DATASET ENTRIES:
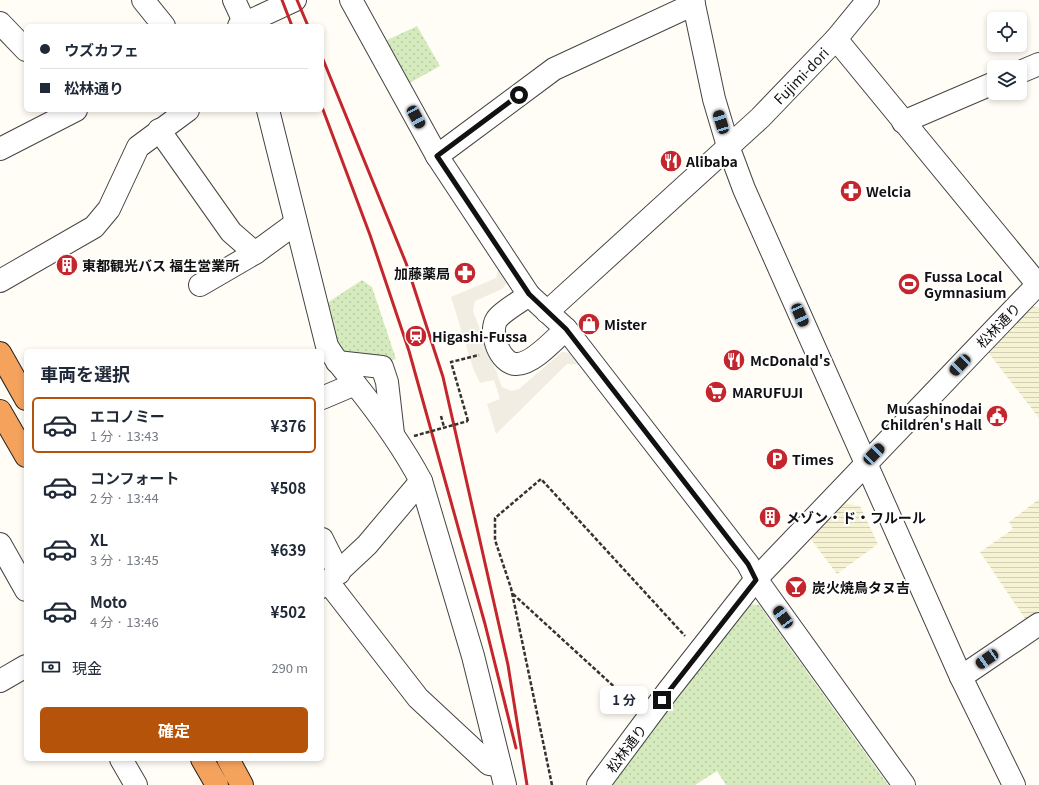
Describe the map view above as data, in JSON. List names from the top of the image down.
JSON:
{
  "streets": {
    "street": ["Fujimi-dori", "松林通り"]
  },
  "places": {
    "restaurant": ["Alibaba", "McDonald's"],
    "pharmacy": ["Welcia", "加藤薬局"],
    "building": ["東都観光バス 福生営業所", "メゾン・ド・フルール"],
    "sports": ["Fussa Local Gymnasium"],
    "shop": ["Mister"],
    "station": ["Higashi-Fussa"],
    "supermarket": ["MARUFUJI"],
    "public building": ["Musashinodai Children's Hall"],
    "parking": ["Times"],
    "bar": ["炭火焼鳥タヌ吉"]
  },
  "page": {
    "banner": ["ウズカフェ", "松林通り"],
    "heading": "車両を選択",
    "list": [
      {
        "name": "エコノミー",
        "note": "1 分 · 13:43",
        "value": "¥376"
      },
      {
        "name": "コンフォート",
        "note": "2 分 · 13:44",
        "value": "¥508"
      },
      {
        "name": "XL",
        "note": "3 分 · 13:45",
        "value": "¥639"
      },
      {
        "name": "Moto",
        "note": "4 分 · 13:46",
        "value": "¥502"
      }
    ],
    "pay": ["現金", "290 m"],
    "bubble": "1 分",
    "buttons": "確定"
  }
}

TASK BRIEF:
Retype the data in full. Images do not go in the copy.

SOLUTION TO THIS PROBLEM:
Describe the map view above as data, in JSON. List names from the top of the image down.
JSON:
{
  "streets": {
    "street": ["Fujimi-dori", "松林通り"]
  },
  "places": {
    "restaurant": ["Alibaba", "McDonald's"],
    "pharmacy": ["Welcia", "加藤薬局"],
    "building": ["東都観光バス 福生営業所", "メゾン・ド・フルール"],
    "sports": ["Fussa Local Gymnasium"],
    "shop": ["Mister"],
    "station": ["Higashi-Fussa"],
    "supermarket": ["MARUFUJI"],
    "public building": ["Musashinodai Children's Hall"],
    "parking": ["Times"],
    "bar": ["炭火焼鳥タヌ吉"]
  },
  "page": {
    "banner": ["ウズカフェ", "松林通り"],
    "heading": "車両を選択",
    "list": [
      {
        "name": "エコノミー",
        "note": "1 分 · 13:43",
        "value": "¥376"
      },
      {
        "name": "コンフォート",
        "note": "2 分 · 13:44",
        "value": "¥508"
      },
      {
        "name": "XL",
        "note": "3 分 · 13:45",
        "value": "¥639"
      },
      {
        "name": "Moto",
        "note": "4 分 · 13:46",
        "value": "¥502"
      }
    ],
    "pay": ["現金", "290 m"],
    "bubble": "1 分",
    "buttons": "確定"
  }
}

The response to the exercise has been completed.